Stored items

......

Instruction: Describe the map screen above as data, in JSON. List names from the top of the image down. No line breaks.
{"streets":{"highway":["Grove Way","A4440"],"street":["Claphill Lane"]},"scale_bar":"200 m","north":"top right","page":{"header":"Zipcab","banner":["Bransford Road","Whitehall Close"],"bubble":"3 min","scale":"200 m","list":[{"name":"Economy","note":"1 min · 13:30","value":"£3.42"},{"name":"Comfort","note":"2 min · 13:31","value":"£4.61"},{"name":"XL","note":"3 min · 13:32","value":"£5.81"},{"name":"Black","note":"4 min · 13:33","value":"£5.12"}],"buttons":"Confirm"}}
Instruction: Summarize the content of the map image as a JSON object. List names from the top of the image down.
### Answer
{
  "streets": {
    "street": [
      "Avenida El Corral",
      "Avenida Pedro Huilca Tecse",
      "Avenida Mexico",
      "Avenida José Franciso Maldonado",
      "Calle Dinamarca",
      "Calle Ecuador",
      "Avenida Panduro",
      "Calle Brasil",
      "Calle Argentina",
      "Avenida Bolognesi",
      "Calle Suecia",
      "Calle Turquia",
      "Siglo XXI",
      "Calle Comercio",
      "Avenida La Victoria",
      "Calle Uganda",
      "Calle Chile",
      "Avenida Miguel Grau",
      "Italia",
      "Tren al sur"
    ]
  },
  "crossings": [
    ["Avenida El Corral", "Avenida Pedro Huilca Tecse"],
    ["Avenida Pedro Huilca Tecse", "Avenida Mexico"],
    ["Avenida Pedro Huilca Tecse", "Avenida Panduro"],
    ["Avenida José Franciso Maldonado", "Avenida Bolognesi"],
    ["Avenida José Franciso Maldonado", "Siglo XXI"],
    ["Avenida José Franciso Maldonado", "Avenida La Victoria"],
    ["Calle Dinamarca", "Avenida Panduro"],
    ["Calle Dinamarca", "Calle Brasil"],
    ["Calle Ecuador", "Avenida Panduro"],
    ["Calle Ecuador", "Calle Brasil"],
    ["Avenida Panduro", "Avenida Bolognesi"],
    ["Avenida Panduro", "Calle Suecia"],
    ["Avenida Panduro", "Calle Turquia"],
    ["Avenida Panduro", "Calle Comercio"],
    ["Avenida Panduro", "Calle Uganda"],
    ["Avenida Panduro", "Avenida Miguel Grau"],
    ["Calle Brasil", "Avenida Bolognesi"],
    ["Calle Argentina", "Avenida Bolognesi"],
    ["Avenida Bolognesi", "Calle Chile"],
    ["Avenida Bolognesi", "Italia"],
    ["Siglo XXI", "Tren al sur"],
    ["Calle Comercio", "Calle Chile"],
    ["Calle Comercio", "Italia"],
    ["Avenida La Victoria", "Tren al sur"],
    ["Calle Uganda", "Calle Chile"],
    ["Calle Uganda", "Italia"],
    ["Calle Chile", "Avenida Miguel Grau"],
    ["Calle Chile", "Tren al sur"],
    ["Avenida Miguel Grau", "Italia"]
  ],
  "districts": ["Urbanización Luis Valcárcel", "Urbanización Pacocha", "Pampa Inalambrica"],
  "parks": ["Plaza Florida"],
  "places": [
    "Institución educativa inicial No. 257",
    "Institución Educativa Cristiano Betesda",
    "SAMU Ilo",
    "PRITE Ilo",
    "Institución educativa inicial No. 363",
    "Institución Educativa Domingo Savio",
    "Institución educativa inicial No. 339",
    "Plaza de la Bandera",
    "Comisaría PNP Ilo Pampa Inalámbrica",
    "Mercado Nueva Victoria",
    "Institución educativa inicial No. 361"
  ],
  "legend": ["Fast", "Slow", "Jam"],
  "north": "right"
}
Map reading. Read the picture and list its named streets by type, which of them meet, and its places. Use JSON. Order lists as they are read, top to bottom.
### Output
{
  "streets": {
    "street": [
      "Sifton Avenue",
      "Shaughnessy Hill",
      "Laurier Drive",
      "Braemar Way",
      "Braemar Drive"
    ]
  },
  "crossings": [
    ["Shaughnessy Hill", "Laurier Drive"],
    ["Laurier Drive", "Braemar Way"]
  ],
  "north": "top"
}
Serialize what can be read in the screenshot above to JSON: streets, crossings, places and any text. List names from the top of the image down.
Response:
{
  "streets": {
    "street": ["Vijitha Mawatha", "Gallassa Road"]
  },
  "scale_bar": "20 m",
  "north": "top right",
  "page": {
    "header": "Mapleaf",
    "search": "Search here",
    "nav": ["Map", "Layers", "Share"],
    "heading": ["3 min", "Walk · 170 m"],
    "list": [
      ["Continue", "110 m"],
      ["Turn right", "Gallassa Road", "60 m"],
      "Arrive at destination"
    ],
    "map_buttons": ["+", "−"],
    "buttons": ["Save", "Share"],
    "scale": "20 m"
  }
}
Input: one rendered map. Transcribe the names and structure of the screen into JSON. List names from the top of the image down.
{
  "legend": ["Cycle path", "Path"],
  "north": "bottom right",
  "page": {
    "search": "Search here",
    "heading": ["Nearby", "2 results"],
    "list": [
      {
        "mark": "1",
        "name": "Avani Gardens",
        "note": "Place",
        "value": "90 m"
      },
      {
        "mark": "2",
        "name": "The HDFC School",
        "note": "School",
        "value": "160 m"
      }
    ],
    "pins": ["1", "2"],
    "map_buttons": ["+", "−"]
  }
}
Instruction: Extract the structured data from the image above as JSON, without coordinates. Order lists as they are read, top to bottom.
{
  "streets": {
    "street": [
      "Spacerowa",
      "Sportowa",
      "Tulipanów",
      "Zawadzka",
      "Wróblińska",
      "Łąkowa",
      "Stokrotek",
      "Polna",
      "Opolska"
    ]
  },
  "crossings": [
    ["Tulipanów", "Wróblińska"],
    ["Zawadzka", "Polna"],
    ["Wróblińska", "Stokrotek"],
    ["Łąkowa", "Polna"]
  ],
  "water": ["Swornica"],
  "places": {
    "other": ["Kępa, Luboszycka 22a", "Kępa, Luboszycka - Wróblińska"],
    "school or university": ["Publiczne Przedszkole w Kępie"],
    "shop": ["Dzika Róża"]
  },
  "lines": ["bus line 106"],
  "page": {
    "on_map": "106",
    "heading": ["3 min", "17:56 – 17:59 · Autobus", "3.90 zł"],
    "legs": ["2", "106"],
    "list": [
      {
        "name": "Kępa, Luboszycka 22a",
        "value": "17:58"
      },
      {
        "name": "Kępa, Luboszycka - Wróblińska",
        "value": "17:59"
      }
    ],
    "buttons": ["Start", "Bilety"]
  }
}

......

### Task goal
Your answer should be the records themselves, returned word for word.

### Solution for this problem
Instruction: Describe the map screen above as data, in JSON. List names from the top of the image down. No line breaks.
{"streets":{"highway":["Grove Way","A4440"],"street":["Claphill Lane"]},"scale_bar":"200 m","north":"top right","page":{"header":"Zipcab","banner":["Bransford Road","Whitehall Close"],"bubble":"3 min","scale":"200 m","list":[{"name":"Economy","note":"1 min · 13:30","value":"£3.42"},{"name":"Comfort","note":"2 min · 13:31","value":"£4.61"},{"name":"XL","note":"3 min · 13:32","value":"£5.81"},{"name":"Black","note":"4 min · 13:33","value":"£5.12"}],"buttons":"Confirm"}}
Instruction: Summarize the content of the map image as a JSON object. List names from the top of the image down.
### Answer
{
  "streets": {
    "street": [
      "Avenida El Corral",
      "Avenida Pedro Huilca Tecse",
      "Avenida Mexico",
      "Avenida José Franciso Maldonado",
      "Calle Dinamarca",
      "Calle Ecuador",
      "Avenida Panduro",
      "Calle Brasil",
      "Calle Argentina",
      "Avenida Bolognesi",
      "Calle Suecia",
      "Calle Turquia",
      "Siglo XXI",
      "Calle Comercio",
      "Avenida La Victoria",
      "Calle Uganda",
      "Calle Chile",
      "Avenida Miguel Grau",
      "Italia",
      "Tren al sur"
    ]
  },
  "crossings": [
    ["Avenida El Corral", "Avenida Pedro Huilca Tecse"],
    ["Avenida Pedro Huilca Tecse", "Avenida Mexico"],
    ["Avenida Pedro Huilca Tecse", "Avenida Panduro"],
    ["Avenida José Franciso Maldonado", "Avenida Bolognesi"],
    ["Avenida José Franciso Maldonado", "Siglo XXI"],
    ["Avenida José Franciso Maldonado", "Avenida La Victoria"],
    ["Calle Dinamarca", "Avenida Panduro"],
    ["Calle Dinamarca", "Calle Brasil"],
    ["Calle Ecuador", "Avenida Panduro"],
    ["Calle Ecuador", "Calle Brasil"],
    ["Avenida Panduro", "Avenida Bolognesi"],
    ["Avenida Panduro", "Calle Suecia"],
    ["Avenida Panduro", "Calle Turquia"],
    ["Avenida Panduro", "Calle Comercio"],
    ["Avenida Panduro", "Calle Uganda"],
    ["Avenida Panduro", "Avenida Miguel Grau"],
    ["Calle Brasil", "Avenida Bolognesi"],
    ["Calle Argentina", "Avenida Bolognesi"],
    ["Avenida Bolognesi", "Calle Chile"],
    ["Avenida Bolognesi", "Italia"],
    ["Siglo XXI", "Tren al sur"],
    ["Calle Comercio", "Calle Chile"],
    ["Calle Comercio", "Italia"],
    ["Avenida La Victoria", "Tren al sur"],
    ["Calle Uganda", "Calle Chile"],
    ["Calle Uganda", "Italia"],
    ["Calle Chile", "Avenida Miguel Grau"],
    ["Calle Chile", "Tren al sur"],
    ["Avenida Miguel Grau", "Italia"]
  ],
  "districts": ["Urbanización Luis Valcárcel", "Urbanización Pacocha", "Pampa Inalambrica"],
  "parks": ["Plaza Florida"],
  "places": [
    "Institución educativa inicial No. 257",
    "Institución Educativa Cristiano Betesda",
    "SAMU Ilo",
    "PRITE Ilo",
    "Institución educativa inicial No. 363",
    "Institución Educativa Domingo Savio",
    "Institución educativa inicial No. 339",
    "Plaza de la Bandera",
    "Comisaría PNP Ilo Pampa Inalámbrica",
    "Mercado Nueva Victoria",
    "Institución educativa inicial No. 361"
  ],
  "legend": ["Fast", "Slow", "Jam"],
  "north": "right"
}
Map reading. Read the picture and list its named streets by type, which of them meet, and its places. Use JSON. Order lists as they are read, top to bottom.
### Output
{
  "streets": {
    "street": [
      "Sifton Avenue",
      "Shaughnessy Hill",
      "Laurier Drive",
      "Braemar Way",
      "Braemar Drive"
    ]
  },
  "crossings": [
    ["Shaughnessy Hill", "Laurier Drive"],
    ["Laurier Drive", "Braemar Way"]
  ],
  "north": "top"
}
Serialize what can be read in the screenshot above to JSON: streets, crossings, places and any text. List names from the top of the image down.
Response:
{
  "streets": {
    "street": ["Vijitha Mawatha", "Gallassa Road"]
  },
  "scale_bar": "20 m",
  "north": "top right",
  "page": {
    "header": "Mapleaf",
    "search": "Search here",
    "nav": ["Map", "Layers", "Share"],
    "heading": ["3 min", "Walk · 170 m"],
    "list": [
      ["Continue", "110 m"],
      ["Turn right", "Gallassa Road", "60 m"],
      "Arrive at destination"
    ],
    "map_buttons": ["+", "−"],
    "buttons": ["Save", "Share"],
    "scale": "20 m"
  }
}
Input: one rendered map. Transcribe the names and structure of the screen into JSON. List names from the top of the image down.
{
  "legend": ["Cycle path", "Path"],
  "north": "bottom right",
  "page": {
    "search": "Search here",
    "heading": ["Nearby", "2 results"],
    "list": [
      {
        "mark": "1",
        "name": "Avani Gardens",
        "note": "Place",
        "value": "90 m"
      },
      {
        "mark": "2",
        "name": "The HDFC School",
        "note": "School",
        "value": "160 m"
      }
    ],
    "pins": ["1", "2"],
    "map_buttons": ["+", "−"]
  }
}
Instruction: Extract the structured data from the image above as JSON, without coordinates. Order lists as they are read, top to bottom.
{
  "streets": {
    "street": [
      "Spacerowa",
      "Sportowa",
      "Tulipanów",
      "Zawadzka",
      "Wróblińska",
      "Łąkowa",
      "Stokrotek",
      "Polna",
      "Opolska"
    ]
  },
  "crossings": [
    ["Tulipanów", "Wróblińska"],
    ["Zawadzka", "Polna"],
    ["Wróblińska", "Stokrotek"],
    ["Łąkowa", "Polna"]
  ],
  "water": ["Swornica"],
  "places": {
    "other": ["Kępa, Luboszycka 22a", "Kępa, Luboszycka - Wróblińska"],
    "school or university": ["Publiczne Przedszkole w Kępie"],
    "shop": ["Dzika Róża"]
  },
  "lines": ["bus line 106"],
  "page": {
    "on_map": "106",
    "heading": ["3 min", "17:56 – 17:59 · Autobus", "3.90 zł"],
    "legs": ["2", "106"],
    "list": [
      {
        "name": "Kępa, Luboszycka 22a",
        "value": "17:58"
      },
      {
        "name": "Kępa, Luboszycka - Wróblińska",
        "value": "17:59"
      }
    ],
    "buttons": ["Start", "Bilety"]
  }
}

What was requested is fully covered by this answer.